University authorities were obviously uninfluenced by the agitation of the National Student League against the appointment of Professor Gini as lecturer on sociology. The agitation was, in fact, merely a routine matter--part of the general policy of the League in protesting against any action connected actually or in imagination with fascism. Nevertheless this discussion has aroused a question concerning the proper policy of an endowed university in making appointments to its faculty.
The argument of the Student League presupposes an interest in the political beliefs and activities of prospective instructors. Any such conception, however, attacks the foundations of the private university, removing its very excuse for existence. Government owned institutions are economically preferable, but precisely because the state must look to its own preservation and cannot tolerate disagreement supported by its own funds there remains a valuable place to be filled by the private university.

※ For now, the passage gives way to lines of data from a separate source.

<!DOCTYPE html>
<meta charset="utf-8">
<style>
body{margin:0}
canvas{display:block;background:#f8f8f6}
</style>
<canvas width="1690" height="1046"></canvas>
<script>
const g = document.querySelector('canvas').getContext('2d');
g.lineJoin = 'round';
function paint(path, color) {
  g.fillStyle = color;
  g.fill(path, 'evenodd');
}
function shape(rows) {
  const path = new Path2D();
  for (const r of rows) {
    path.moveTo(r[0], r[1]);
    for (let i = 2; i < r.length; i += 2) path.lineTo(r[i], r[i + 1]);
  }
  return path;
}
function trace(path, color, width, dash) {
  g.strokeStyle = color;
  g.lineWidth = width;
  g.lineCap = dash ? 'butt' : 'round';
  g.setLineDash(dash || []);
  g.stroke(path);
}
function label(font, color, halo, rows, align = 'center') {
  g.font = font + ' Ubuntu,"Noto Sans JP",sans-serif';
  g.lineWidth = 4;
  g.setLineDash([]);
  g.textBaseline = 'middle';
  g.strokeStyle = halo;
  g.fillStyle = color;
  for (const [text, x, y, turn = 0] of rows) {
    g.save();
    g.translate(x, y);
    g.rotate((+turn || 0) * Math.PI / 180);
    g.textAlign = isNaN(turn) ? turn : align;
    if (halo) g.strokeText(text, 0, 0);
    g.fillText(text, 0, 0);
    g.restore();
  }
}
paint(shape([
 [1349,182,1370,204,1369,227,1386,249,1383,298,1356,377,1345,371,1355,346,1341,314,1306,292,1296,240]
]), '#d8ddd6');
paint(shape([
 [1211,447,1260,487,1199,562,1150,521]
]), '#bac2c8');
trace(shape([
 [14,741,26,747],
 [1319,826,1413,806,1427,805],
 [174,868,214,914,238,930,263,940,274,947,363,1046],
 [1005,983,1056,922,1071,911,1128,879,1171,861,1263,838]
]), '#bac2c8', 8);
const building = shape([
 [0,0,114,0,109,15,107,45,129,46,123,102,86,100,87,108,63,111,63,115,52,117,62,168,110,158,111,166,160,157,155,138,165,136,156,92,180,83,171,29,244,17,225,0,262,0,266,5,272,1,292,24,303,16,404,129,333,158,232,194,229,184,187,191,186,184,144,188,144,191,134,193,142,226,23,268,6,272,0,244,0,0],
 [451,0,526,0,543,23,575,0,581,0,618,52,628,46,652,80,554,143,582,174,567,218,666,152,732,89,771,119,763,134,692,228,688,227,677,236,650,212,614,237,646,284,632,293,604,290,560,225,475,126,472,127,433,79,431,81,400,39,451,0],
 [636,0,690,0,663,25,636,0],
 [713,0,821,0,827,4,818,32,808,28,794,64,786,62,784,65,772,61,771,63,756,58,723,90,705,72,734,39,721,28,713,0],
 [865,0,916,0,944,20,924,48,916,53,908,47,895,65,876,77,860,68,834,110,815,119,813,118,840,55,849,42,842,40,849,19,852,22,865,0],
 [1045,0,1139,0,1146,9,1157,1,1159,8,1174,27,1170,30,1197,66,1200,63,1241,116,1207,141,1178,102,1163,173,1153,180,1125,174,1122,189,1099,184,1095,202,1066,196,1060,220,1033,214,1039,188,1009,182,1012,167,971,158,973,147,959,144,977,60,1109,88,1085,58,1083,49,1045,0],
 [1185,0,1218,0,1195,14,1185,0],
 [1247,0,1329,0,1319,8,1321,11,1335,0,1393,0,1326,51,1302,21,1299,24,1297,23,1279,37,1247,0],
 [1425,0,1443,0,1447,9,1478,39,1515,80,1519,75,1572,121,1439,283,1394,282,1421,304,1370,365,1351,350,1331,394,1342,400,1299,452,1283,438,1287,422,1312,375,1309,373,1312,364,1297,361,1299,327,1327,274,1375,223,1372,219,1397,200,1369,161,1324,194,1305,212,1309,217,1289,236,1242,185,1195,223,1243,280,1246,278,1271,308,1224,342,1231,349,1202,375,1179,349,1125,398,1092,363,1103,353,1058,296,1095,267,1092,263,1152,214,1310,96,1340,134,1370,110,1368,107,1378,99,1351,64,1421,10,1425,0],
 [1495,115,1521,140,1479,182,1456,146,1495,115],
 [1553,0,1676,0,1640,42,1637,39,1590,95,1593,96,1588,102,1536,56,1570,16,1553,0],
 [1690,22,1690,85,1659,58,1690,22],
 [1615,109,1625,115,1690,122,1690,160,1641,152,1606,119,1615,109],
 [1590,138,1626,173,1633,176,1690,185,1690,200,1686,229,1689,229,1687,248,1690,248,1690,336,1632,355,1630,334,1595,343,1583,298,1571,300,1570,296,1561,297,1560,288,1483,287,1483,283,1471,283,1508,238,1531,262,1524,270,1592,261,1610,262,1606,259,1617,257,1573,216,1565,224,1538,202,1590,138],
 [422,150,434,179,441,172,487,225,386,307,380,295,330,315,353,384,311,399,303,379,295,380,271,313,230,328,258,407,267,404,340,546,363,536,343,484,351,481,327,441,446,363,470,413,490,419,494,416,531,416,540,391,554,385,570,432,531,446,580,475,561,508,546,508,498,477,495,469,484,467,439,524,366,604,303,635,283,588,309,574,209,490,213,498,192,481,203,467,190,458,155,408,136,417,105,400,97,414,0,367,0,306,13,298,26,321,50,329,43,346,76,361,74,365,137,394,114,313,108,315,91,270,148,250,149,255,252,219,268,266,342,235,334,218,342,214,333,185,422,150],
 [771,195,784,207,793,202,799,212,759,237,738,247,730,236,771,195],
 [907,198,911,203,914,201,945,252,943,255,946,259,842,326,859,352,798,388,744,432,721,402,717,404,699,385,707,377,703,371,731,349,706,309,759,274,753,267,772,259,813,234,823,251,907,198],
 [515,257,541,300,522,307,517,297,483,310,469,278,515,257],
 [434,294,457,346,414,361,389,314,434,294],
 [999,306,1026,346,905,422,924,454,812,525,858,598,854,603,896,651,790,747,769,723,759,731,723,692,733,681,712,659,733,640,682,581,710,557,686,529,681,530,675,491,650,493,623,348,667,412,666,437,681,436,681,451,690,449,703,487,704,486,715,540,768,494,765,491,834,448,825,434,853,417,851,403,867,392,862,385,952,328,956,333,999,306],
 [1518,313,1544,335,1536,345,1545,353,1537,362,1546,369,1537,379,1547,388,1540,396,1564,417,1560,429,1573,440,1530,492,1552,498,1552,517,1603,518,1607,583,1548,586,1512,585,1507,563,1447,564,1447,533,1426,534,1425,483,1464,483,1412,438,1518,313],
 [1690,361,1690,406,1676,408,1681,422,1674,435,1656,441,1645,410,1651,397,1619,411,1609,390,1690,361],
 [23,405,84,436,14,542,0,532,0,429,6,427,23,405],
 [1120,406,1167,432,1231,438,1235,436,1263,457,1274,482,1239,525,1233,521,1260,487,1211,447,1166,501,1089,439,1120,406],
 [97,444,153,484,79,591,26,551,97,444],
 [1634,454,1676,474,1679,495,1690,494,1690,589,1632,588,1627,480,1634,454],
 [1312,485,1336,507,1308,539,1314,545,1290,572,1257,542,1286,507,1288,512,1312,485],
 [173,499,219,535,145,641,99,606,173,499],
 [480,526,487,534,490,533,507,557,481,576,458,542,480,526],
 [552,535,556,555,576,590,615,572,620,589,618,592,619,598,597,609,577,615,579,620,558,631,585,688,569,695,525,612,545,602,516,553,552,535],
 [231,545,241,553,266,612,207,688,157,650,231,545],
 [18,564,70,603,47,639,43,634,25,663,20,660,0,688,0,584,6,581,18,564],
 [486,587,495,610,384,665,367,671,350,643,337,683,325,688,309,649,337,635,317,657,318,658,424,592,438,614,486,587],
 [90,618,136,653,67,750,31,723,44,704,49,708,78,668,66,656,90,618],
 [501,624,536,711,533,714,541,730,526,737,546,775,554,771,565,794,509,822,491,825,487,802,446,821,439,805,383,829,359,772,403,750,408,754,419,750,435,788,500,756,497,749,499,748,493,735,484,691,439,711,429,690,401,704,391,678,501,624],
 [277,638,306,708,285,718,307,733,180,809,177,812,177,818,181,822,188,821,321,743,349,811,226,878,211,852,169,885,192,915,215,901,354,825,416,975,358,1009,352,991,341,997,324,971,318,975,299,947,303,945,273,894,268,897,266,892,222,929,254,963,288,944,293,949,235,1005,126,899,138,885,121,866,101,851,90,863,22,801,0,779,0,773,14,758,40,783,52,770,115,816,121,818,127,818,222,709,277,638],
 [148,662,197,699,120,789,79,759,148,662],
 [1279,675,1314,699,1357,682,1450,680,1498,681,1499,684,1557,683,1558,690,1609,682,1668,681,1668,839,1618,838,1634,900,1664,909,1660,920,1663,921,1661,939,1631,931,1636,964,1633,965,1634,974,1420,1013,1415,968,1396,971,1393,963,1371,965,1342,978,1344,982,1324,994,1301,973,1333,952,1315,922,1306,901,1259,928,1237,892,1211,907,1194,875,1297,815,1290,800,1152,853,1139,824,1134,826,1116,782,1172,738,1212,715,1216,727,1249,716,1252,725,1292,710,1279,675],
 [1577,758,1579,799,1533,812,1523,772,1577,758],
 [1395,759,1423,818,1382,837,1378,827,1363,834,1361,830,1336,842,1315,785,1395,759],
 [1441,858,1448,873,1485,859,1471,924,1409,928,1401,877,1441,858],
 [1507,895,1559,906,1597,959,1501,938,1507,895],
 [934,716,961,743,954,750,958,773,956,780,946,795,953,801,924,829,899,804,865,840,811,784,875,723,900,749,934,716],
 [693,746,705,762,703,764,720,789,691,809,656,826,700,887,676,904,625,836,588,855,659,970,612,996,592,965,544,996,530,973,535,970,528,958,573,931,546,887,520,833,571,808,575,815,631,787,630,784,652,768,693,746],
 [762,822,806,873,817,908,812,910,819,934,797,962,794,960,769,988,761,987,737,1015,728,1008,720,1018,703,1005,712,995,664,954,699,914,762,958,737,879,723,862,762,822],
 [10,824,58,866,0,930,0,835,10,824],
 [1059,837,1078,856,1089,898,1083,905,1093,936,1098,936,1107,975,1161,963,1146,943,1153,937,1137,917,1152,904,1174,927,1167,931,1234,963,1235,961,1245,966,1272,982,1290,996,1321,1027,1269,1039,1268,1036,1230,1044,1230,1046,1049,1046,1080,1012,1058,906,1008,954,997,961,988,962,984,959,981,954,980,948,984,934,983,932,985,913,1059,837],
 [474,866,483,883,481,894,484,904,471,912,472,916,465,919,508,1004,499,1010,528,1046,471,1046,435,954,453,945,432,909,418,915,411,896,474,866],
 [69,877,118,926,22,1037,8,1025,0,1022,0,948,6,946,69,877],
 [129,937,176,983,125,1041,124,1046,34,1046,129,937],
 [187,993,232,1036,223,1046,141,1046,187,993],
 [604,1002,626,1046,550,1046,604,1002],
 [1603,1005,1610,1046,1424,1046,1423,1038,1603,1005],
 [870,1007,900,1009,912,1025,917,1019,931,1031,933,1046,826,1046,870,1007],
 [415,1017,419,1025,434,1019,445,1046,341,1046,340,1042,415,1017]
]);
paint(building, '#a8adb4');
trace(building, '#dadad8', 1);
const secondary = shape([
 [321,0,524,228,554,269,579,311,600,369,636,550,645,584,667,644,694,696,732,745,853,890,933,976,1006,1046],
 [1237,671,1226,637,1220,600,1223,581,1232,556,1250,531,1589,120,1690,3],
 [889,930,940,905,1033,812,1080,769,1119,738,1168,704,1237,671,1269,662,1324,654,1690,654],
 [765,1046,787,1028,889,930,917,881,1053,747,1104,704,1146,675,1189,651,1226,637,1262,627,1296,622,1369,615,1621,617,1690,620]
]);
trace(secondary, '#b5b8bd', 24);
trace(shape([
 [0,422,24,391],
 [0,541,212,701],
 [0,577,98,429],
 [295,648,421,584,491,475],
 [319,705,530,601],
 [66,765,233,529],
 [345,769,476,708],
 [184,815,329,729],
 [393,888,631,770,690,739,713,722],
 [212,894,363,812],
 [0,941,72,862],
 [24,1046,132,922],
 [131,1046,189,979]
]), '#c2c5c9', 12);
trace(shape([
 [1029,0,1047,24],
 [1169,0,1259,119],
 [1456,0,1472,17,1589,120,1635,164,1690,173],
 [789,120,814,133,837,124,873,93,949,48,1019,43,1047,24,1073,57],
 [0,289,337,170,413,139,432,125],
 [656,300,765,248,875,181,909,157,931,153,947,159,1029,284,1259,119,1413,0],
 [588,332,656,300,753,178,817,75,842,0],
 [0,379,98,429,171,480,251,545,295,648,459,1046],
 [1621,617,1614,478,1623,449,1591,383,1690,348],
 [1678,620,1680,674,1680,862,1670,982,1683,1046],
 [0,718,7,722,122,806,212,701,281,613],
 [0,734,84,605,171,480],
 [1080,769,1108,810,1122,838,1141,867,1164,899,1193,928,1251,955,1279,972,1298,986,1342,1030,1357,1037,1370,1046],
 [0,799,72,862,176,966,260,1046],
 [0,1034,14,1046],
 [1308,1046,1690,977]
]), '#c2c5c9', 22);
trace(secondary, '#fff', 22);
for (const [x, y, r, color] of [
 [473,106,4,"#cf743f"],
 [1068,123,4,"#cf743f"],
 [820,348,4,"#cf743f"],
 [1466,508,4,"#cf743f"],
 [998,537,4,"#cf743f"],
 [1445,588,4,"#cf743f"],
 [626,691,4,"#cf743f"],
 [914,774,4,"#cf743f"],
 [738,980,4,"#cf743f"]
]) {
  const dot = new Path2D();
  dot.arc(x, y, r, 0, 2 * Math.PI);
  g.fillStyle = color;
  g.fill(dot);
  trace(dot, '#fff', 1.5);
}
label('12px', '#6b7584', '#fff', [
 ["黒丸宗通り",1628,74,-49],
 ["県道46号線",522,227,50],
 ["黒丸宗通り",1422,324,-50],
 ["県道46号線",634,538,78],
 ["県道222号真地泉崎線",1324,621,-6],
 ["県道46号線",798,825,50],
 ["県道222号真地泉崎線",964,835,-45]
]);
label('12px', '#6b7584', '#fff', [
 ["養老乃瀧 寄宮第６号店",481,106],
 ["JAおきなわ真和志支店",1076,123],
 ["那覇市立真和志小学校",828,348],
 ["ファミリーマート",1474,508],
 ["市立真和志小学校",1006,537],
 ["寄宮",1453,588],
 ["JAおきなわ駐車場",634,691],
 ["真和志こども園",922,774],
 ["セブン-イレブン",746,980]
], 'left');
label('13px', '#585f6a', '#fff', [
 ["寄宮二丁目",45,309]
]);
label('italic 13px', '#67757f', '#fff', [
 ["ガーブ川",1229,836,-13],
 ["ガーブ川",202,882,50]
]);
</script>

Unless one rigid set of dogma is to be adopted as orthodox, heresies of every description should be permitted and even encouraged. Until all faith in liberal institutions has been destroyed one can believe that, especially in an intelligent university community, pernicious or fantastic doctrines will succumb to the force of logic. Certainly well defended views need not fear attack.
In state universities faculty members must be perpetually wary of any chance "Un-American" statement. Such a situation inevitably atrophies their mental life. When the attack of academic reactionaries is directed towards the left, communistic organizations justifiably protest. In an un-regimented state, however, similar tolerance must also be exhibited towards the right. The privately-endowed university, free from direct obligations towards the existing--or any other--form of government, should preserve the tradition of freedom by maintaining academic fitness as the sole criterion in making its appointments.